I mean if you hold your hand under an open flame - OUCH! Your body immediately tells you that it hurts, therefore it isn't something that is good for you or your body.
Whether you believe in evolution or creationism, I think something went haywire. Something got lost in translation. Perhaps our taste buds evolved to perceive things that are bad for us to be good. You see, cavemen didn't have a grocery store. They ate what they could find and kill to survive. So maybe we are predetermined to crave red meat because our instincts tell us that it equals survival. But that still wouldn't account for vegetables tasting bad.
All things in moderation. Perhaps we as western society have come to lack self-discipline and simply gorge ourselves on the foods we enjoy most, while turning a blind eye to all the harmful effects they may have.

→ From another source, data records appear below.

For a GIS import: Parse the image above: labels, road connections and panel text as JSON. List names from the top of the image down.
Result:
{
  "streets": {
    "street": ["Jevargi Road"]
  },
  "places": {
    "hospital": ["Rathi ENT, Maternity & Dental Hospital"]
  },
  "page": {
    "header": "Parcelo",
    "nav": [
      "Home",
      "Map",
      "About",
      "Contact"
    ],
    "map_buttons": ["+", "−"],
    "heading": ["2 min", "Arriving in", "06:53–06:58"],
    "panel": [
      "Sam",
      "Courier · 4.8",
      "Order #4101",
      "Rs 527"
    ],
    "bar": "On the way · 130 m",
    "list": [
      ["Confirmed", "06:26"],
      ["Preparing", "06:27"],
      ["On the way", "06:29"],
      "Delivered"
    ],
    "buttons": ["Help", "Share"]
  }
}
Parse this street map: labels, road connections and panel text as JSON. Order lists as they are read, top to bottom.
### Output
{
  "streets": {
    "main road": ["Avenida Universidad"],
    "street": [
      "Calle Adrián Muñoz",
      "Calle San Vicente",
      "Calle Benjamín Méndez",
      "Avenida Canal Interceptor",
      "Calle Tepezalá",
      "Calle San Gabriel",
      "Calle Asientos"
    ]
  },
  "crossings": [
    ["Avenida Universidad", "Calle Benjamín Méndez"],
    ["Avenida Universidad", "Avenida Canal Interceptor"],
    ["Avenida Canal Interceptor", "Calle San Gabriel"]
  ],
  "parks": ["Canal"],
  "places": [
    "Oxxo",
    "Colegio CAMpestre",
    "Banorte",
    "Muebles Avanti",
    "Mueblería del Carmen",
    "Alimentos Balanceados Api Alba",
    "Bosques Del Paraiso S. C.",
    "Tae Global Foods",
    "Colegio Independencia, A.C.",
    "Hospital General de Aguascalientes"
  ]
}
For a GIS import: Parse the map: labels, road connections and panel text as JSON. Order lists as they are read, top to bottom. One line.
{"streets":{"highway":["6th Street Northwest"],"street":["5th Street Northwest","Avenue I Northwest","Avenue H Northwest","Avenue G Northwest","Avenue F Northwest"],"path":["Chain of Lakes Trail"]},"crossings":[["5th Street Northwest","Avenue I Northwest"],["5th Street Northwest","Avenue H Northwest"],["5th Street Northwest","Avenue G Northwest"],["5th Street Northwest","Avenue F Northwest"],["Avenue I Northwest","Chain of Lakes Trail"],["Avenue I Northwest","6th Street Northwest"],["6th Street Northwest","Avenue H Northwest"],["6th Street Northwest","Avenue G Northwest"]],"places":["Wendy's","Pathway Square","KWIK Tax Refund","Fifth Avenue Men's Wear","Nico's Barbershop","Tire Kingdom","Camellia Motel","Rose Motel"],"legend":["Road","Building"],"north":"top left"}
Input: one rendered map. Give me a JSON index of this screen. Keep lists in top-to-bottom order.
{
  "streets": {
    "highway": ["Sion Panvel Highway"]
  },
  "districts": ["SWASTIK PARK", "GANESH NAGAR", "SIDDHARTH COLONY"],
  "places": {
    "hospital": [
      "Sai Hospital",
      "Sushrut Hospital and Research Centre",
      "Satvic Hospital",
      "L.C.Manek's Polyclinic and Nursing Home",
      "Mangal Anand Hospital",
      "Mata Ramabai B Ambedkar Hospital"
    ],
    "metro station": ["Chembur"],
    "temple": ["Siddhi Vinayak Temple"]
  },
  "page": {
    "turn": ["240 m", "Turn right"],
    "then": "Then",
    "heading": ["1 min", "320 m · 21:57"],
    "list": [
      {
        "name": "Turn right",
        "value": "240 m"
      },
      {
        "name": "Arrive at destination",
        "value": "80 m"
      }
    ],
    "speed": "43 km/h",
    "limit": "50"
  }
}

Perhaps processed foods "trick" our taste buds into thinking it's good when it's really bad, because the bad parts are disguised to form a good tasting whole. In other words, if a food product was compromised of nothing but the ingredients that are bad for us, it probably wouldn't taste good (would you drink a bottle of pure fructose corn syrup, or shovel spoonful after spoonful of sugar into your mouth?). But within a complex recipe things like salt & sugar enhance a products flavor.
In the end, I don't really want to change. I have a passion for eating bad. I wish that instead of slowly killing us, our human bodies would evolve to effectively process what's become of the western diet.